Bernardes and colleagues are now working to develop their approach in further preclinical studies, with the hope of one day testing it in clinical trials with glioblastoma patients. In addition, Moiseenkova-Bell’s structural findings will enable the researchers to experiment with piperlongumine and modified versions of it to develop an even stronger and more selective inhibitor of TRPV2.
Moiseenkova-Bell and her lab are also investigating molecular mechanisms of TRPV2 gating and more generally what TRPV2 does in the human body.

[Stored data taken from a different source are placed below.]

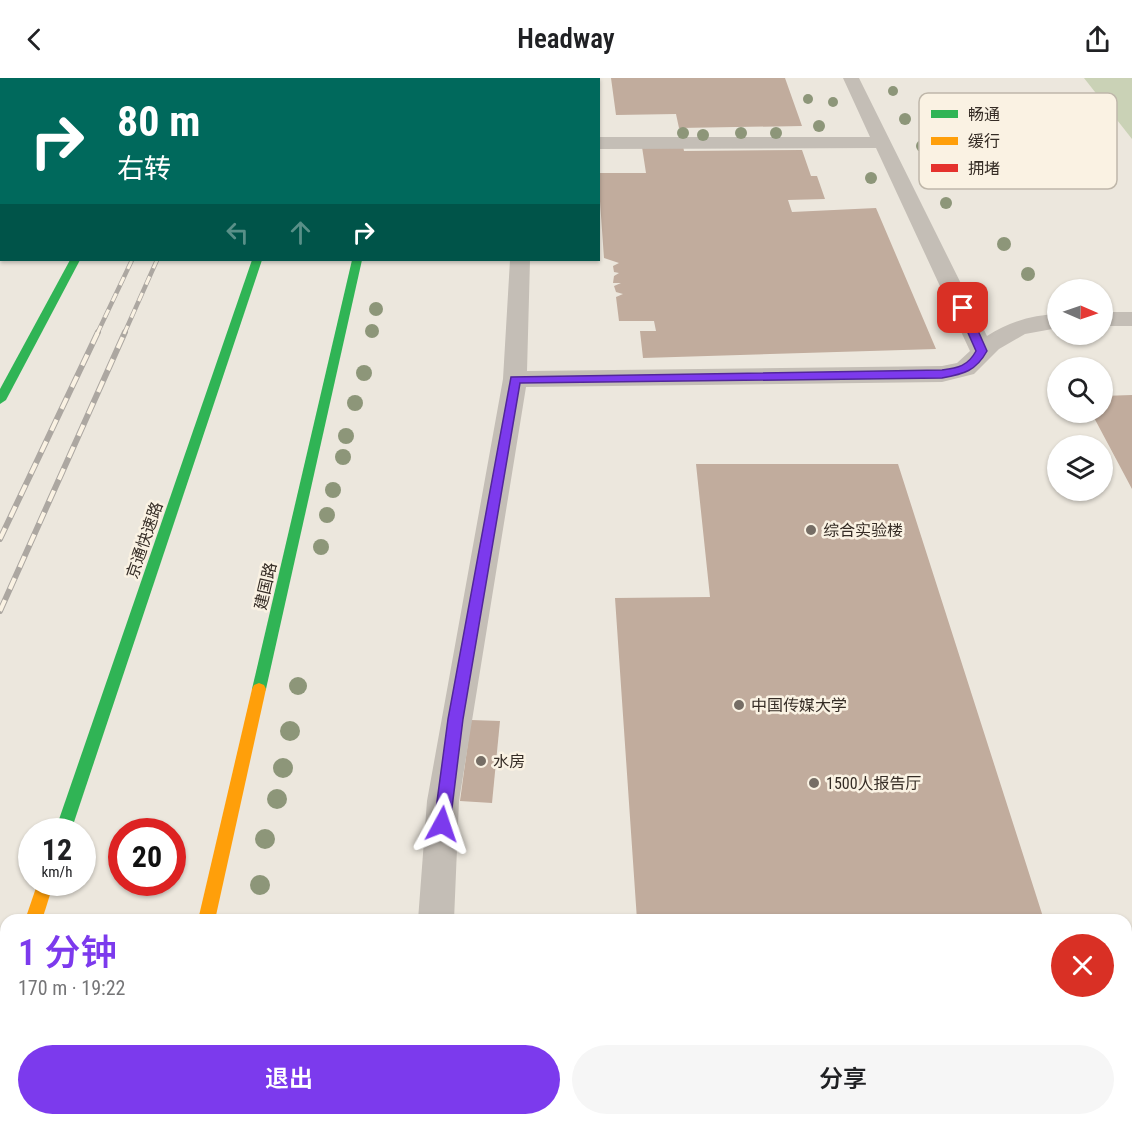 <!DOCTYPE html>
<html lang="zh">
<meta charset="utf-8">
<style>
:root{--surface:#fff;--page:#f6f6f6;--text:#202124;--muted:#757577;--accent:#7c3aed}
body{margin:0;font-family:"Roboto Condensed","Noto Sans SC",sans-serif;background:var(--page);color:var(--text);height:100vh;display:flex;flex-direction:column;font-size:22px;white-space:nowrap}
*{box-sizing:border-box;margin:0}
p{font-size:20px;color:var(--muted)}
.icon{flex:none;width:33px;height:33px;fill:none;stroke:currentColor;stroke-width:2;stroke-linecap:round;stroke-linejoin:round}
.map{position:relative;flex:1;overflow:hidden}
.details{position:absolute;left:0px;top:836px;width:1132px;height:212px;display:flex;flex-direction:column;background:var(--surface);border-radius:18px 18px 0 0;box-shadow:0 2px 4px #0004}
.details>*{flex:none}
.banner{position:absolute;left:0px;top:0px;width:600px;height:183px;box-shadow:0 2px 4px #0004;background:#00695c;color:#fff;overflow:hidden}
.needle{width:39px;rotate:92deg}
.tools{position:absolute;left:1047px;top:201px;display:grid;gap:12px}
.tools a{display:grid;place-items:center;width:66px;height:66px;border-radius:50%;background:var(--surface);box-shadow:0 2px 4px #0004;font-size:30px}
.speed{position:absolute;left:18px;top:740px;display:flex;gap:12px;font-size:30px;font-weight:700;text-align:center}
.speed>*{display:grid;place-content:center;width:78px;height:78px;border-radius:50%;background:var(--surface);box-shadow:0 2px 4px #0004;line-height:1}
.speed small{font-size:15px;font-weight:400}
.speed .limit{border:9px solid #d22;background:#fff;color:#111}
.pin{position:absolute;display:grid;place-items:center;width:51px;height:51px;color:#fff;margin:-26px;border-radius:12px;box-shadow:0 3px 9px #0006}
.me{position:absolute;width:66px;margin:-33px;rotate:5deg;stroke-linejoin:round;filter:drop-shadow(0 0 4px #0008)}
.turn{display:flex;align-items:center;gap:21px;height:126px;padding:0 18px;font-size:27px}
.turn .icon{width:78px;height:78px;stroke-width:2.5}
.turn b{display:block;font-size:42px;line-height:51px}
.lanes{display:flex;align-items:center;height:57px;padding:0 18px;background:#0003;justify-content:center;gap:30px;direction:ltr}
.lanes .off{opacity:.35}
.round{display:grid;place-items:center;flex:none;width:63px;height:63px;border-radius:32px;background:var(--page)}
.headline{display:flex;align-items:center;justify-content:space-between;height:102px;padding:0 18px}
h1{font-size:36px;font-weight:600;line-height:45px;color:var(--accent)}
.cta{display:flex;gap:12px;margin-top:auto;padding:12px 18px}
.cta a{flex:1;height:69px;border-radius:36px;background:var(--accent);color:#fff;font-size:24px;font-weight:600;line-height:69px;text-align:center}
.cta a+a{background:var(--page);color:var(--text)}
header{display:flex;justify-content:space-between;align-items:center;height:78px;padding:0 18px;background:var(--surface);font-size:27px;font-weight:600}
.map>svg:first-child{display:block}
.green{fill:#cad2b6}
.building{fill:#c1ac9d}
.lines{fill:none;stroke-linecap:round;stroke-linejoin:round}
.lane{fill:#c4beb6;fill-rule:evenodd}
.street{fill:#c4beb6;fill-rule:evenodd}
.fast{fill:#30b455;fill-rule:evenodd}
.slow{fill:#ff9f0a;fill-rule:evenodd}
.jam{fill:#e5322d;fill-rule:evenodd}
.rail-far1-casing{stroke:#aca7a1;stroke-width:4.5}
.rail-casing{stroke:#aca7a1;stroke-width:6}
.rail-far1{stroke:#faf2e3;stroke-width:3;stroke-dasharray:9;stroke-linecap:butt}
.rail{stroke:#faf2e3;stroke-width:4;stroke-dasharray:12;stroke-linecap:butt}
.tree{fill:#8d9679}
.route{fill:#7c3aed;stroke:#51269a;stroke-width:1.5}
.poi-dot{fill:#756d65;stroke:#faf2e3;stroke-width:2}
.labels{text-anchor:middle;stroke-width:5;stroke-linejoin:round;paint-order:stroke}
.poi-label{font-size:16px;fill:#352c25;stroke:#faf2e3;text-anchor:start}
.street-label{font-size:16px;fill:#352c25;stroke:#faf2e3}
.key{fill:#faf2e3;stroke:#bfb7aa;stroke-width:1.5}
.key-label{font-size:16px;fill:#352c25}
</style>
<header><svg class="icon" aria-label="back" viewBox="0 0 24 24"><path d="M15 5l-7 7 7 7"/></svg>Headway<svg class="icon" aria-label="share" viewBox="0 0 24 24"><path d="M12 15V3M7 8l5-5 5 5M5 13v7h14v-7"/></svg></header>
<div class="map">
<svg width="1132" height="1046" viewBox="0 0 1132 1046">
<rect width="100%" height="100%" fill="#ece7dd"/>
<path class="green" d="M1084,0h48v61z"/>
<g class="building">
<path d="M611,0h174l17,48 -123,2 -3,-14 -60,1z"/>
<path d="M683,68l1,5 118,-1 9,26h6l8,23 -37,1 4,12 84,-4 60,141 -293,9 -3,-27h16l-2,-10h-35l-3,-24 7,-3 -7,-2 -2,-6 7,-3h-8l1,-7 5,-3 -5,-1 -1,-6 6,-3 -15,-5 -6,-85h48l-4,-26z"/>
<path d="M1132,317v94l-41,-77h11v-16z"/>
<path d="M696,386h202l146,456h-407l-22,-322 95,-1z"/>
<path d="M471,642l29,1 -8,82 -32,-2z"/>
</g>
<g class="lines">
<g class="lane">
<rect x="518" y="0" width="16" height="2"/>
<path d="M843,0h16l128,258c21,-14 45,-21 71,-22v14l-33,6 -26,15 -25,25 -32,8 -416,5 -67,414 -5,119h-36l9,-119 76,-422 7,-119h20l-3,111 415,-5 15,-3 13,-12 -94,-203 -278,1v-12h272z"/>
<rect x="1102" y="234" width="30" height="14"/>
<path d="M1126,1016h6v30h-22l-2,-5h18z"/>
<rect x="404" y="1041" width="40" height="5"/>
<path d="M791,1041h194l-2,5h-194z"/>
</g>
<rect class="street" x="0" y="106" width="2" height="14"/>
<g class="fast">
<path d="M169,0h8l-9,2z"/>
<rect x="394" y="0" width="8" height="2"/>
<path d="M2,162v9h-2v-8z"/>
<path d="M70,182h10l-74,140 -6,4v-15z"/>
<path d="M252,182h10l-191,571h-16z"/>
<path d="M352,182h10l-96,429 -2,4 -5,2 -5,-2 -2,-4z"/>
<path d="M6,913v33l-6,3v-33z"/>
<path d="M152,1041h18l-1,5h-18z"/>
</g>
<g class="slow">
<path d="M92,0h8l-9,2z"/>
<path d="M259,605l5,2 2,4 -51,231h-17l54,-231 2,-4z"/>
<path d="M38,804h16l-12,38h-17z"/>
</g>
<path class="jam" d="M315,0h8l-9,2z"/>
<g class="rail-far1-casing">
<g id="rail-far1">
<path d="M97,256l35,-74"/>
<path d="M124,256l33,-74"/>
</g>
</g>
<g class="rail-casing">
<g id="rail">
<path d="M0,461l98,-207"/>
<path d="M0,533l125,-279"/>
</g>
</g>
<use href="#rail-far1" class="rail-far1"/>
<use href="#rail" class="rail"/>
</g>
<g class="tree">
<circle cx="893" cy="13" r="5"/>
<circle cx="808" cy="21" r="5"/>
<circle cx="833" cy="24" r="5"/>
<circle cx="905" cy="41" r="6"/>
<circle cx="819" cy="48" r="6"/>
<circle cx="683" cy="55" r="6"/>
<circle cx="741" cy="55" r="6"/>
<circle cx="776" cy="55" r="6"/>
<circle cx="703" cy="57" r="6"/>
<circle cx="922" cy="68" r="6"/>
<circle cx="871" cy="100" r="6"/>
<circle cx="946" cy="125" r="6"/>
<circle cx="1004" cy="166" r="7"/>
<circle cx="1028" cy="196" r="7"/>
<circle cx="376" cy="231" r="7"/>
<circle cx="372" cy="253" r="7"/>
<circle cx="364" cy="295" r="8"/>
<circle cx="355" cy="325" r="8"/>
<circle cx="346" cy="358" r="8"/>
<circle cx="343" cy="379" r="8"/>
<circle cx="333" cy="412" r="8"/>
<circle cx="327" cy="437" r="8"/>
<circle cx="321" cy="469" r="8"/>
<circle cx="298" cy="608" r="9"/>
<circle cx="290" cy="653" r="10"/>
<circle cx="283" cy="690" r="10"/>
<circle cx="277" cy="721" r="10"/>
<circle cx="265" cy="761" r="10"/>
<circle cx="260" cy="807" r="10"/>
</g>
<path class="route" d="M963,227l5,3 19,43c-11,20 -23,23 -45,27l-422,5 -57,336 -13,105 -3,6 -5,2 -6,-2 -2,-6 14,-105 63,-342 431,-7c16,-2 26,-4 34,-19l-19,-43z"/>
<g class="poi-dot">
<circle cx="811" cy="452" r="6"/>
<circle cx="739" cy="627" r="6"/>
<circle cx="481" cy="683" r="6"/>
<circle cx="814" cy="705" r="6"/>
</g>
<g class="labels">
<g class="poi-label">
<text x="823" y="458">综合实验楼</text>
<text x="751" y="633">中国传媒大学</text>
<text x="493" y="689">水房</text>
<text x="826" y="711">1500人报告厅</text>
</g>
<g class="street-label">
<text transform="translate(144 462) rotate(-71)" y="6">京通快速路</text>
<text transform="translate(265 508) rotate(-77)" y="6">建国路</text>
</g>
</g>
<rect x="919" y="15" width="198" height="96" rx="9" class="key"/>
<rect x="931" y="32" width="27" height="8" fill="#30b455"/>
<rect x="931" y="59" width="27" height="8" fill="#ff9f0a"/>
<rect x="931" y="86" width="27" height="8" fill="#e5322d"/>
<g class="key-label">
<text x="968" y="42">畅通</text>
<text x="968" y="69">缓行</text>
<text x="968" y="96">拥堵</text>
</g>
</svg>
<div class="tools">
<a><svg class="needle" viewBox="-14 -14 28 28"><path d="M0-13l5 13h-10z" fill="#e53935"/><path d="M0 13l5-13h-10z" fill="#757577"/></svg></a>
<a><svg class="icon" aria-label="search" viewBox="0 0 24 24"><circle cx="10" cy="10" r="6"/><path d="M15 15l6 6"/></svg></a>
<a><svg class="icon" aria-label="layers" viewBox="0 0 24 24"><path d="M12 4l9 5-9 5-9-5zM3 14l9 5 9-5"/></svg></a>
</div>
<div class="speed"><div>12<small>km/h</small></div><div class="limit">20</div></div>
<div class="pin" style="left:963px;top:230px;background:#d93025"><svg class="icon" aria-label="arrive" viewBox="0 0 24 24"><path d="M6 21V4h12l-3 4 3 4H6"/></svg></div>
<svg class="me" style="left:442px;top:746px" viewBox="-20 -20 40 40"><path d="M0-17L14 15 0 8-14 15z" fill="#7c3aed" stroke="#fff" stroke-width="4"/></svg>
<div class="banner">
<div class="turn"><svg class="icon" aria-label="right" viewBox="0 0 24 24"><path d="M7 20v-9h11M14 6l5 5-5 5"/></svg><div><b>80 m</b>右转</div></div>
<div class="lanes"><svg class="icon off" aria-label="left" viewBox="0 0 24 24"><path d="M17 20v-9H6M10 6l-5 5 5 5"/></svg><svg class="icon off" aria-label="ahead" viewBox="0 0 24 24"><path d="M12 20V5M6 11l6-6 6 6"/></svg><svg class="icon" aria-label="right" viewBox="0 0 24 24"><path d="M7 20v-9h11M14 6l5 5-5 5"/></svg></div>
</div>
<section class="details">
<div class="headline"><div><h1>1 分钟</h1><p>170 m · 19:22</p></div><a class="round" style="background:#d93025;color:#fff"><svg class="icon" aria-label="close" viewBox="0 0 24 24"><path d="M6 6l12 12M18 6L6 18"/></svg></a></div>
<div class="cta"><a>退出</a><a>分享</a></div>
</section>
</div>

Support for the research was provided by the National Institutes of Health (R01GM103899, R01GM129357), the Portuguese Foundation for Science and Technology (IF/00624/2015, IF/01693/2014, IF/00595/2014, CEECIND/00436/2018, SFRH/BD/143583/2019, PD/BD/128289/2017, SFRH/BPD/1187731/2016), Agencia Estatal Investigación of Spain (AEI, RTI-2018-099592-B-C21), European Molecular Biology Organization (Installation Grant 3057), the Medical Research Council (MR/N010051/1), the European Union’s Horizon 2020 research and innovation programme (630731, 675007, 807281, 743640), and the Royal Society (URFR180019).
Editor’s Note: Bernardes and co-authors Tiago Rodrigues and João Conde are co-founders of Targ.Tex S.A., a company that develops TRPV2 antagonists.